NotPetya – Multiple Businesses – 2017
This virus was discovered in June 2017 and spread very quickly all over the world. NotPetya caused billions in damages. This virus completely encrypted the user’s files and prevented them from accessing them. Many businesses were forced to completely shut down because of this virus, as it completely deleted all of their important files. What made NotPetya particularly dangerous was the fact that it masqueraded to be ransomware- however, it completely deleted all of the important files, and didn’t hold them for ransom. It hit businesses of all sizes, but it was particularly damaging for Ukrainian businesses, as it spread very quickly through a piece of business software popular there. One of the things that are most interesting about NotPetya is that its origins are unknown- some people think it could simply have been a prank gone wrong. However, it is remembered as one of the worst cyber attacks in history.
Massive Data Breach – Marriott Hotels – 2014
Marriott Hotels announced that it had fallen victim to a huge data breach in 2018. It was fined a whopping £18.4 million for its cyber security negligence. The Information Commissioner’s Office revealed that Marriott had kept everyone’s passport numbers and credit card details on the same server as the encryption key, which meant that they could easily be hacked into. It is estimated that this data breach could have affected over 330 million Marriott Hotel guests. What makes this data breach even more shocking is the fact that it went unnoticed for 4 whole years – the attack began in 2014 and had not been rectified until 2018. This was a devastating cyber attack on a huge scale- and definitely deserves its place on this list as one of the worst business cyber attacks in history.
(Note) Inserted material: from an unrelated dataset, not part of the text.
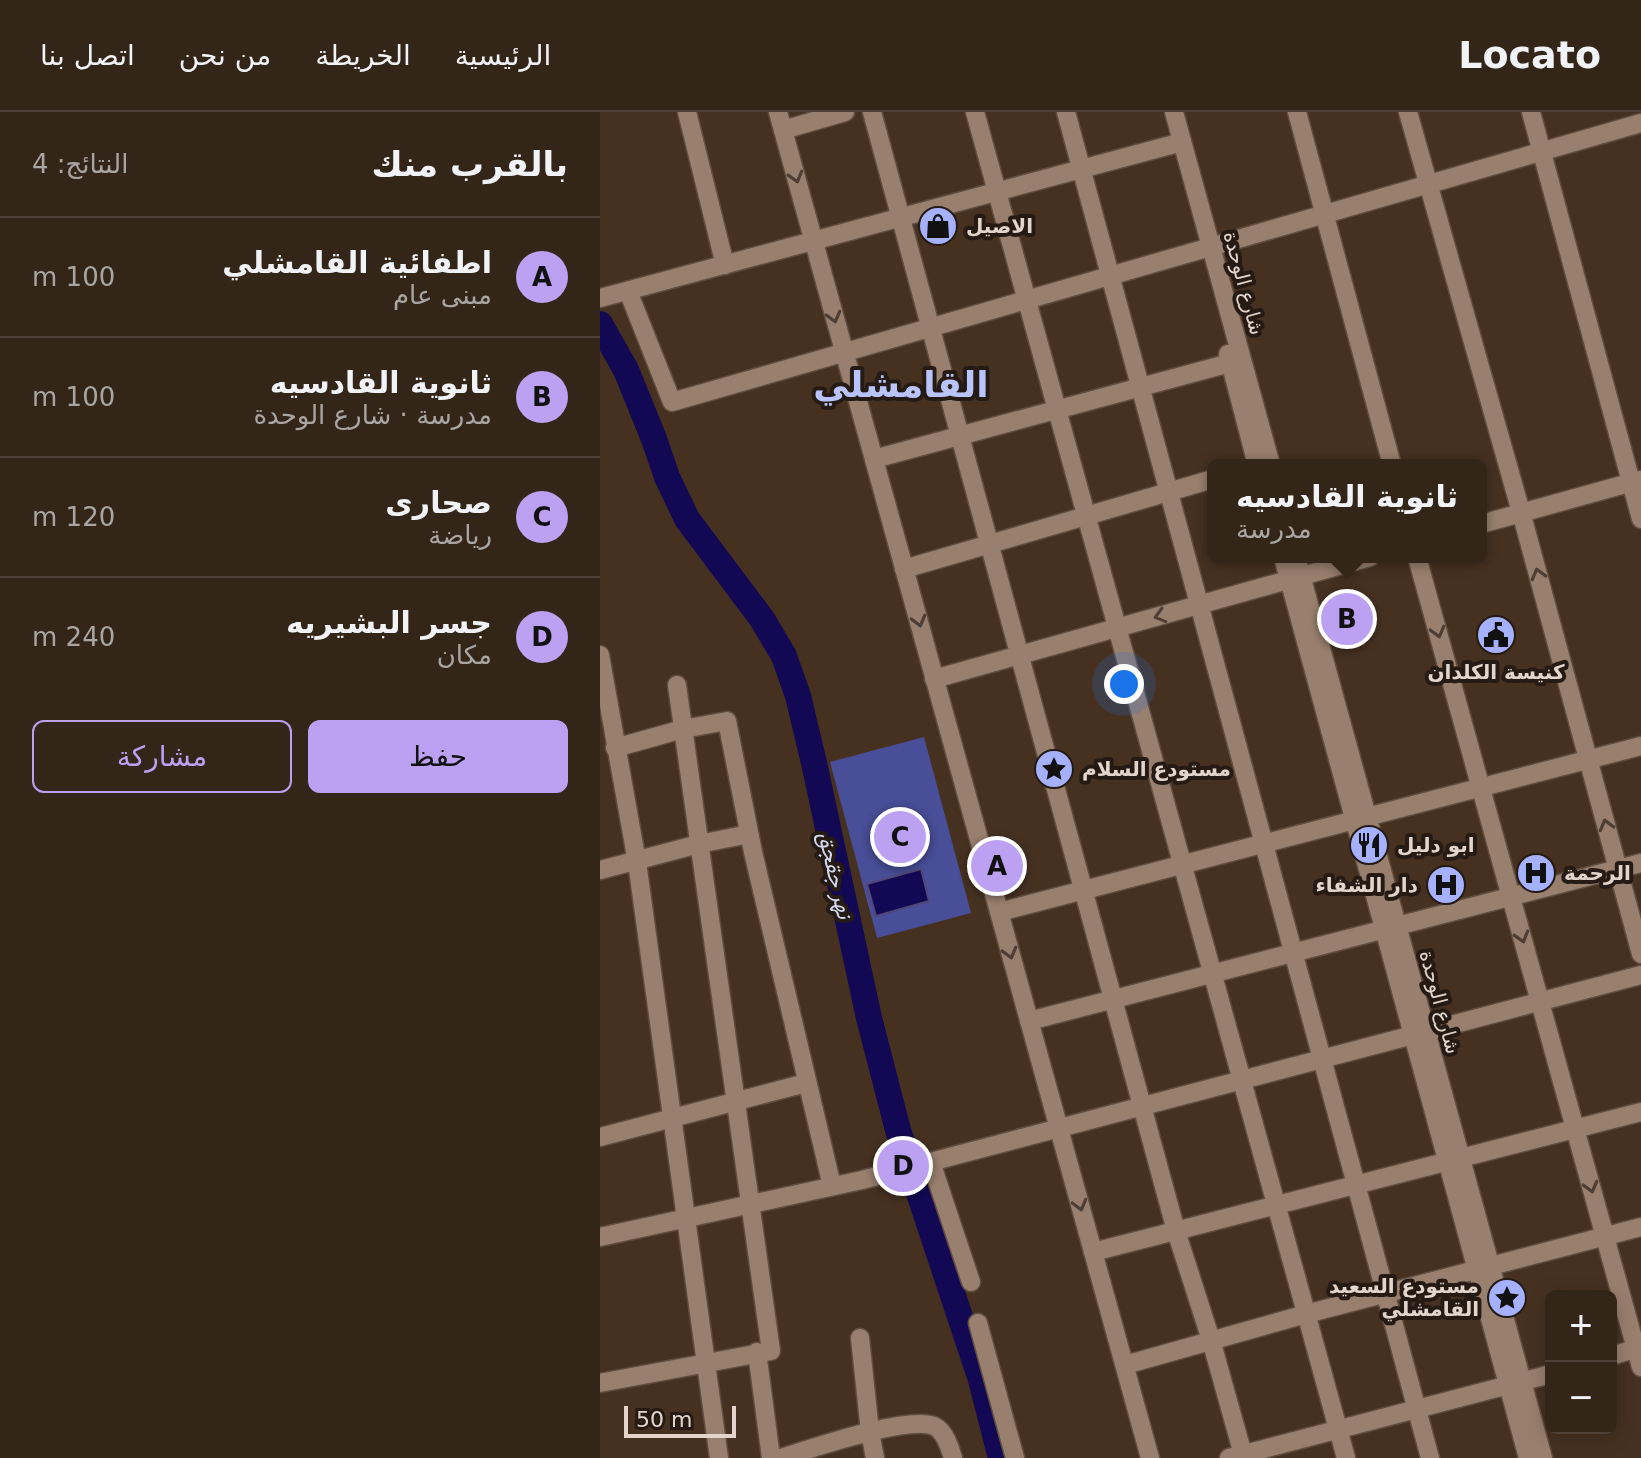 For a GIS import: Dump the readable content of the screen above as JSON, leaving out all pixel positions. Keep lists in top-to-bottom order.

Data Theft- Sony Playstation – 2011
In 2011, Sony announced that 77 million of its Playstation users had their personal information stolen. The information that had been stored as part of their accounts on the PlayStation Network (PSN) was compromised by an unauthorised person. Names, addresses, credit card information, and security questions were compromised by the unknown attacker. PlayStation gamers were locked out of the system to prevent any more data breaches while Sony investigated the matter. Sony estimated that the breach cost them a whopping $171 million. They were also fined £250,000 in the UK for breaching the Data Protection Act. It was revealed that Sony failed to properly encrypt the data, which lead to lawsuits from the US and other countries. In total, this ended up costing Sony over $1 billion.
Data Theft – Yahoo – 2014
2 years after the attack happened, Yahoo announced that they were victims of a massive cybercrime. They estimated that over 500 million accounts had been stolen in 2014. Passwords, email addresses, telephone numbers and names were stolen from Yahoo databases. The attack ended up being the work of Russian agents spying on the United States. Although the hackers were caught, it ended up being devastating for Yahoo. It lost 1.3 billion dollars in market capitalisation, and it ended up paying over $200 million in fines and legal expenses. They didn’t tell anyone about the suspected data breach for over two years as they didn’t want to lose customers- this however lead to them losing even more. It is definitely one of the most devastating cyber crimes throughout internet history.
Data Breach – Uber – 2016
Just last year, Uber admitted to covering up a huge data breach that happened way back in 2016. The company failed to notify regulators or any business cyber security teams, or even the public. Hackers had used stolen information to gain access to Uber’s information about both its users and drivers. Uber confessed to paying the hackers over 100 million dollars to delete the information and not tell anyone about the cyber attack. Because of the deceit, lead to lots of Uber’s leaders stepping down, and even in some cases, having to go on trial. It is by far one of the most damaging and concerning cyber attacks in business history.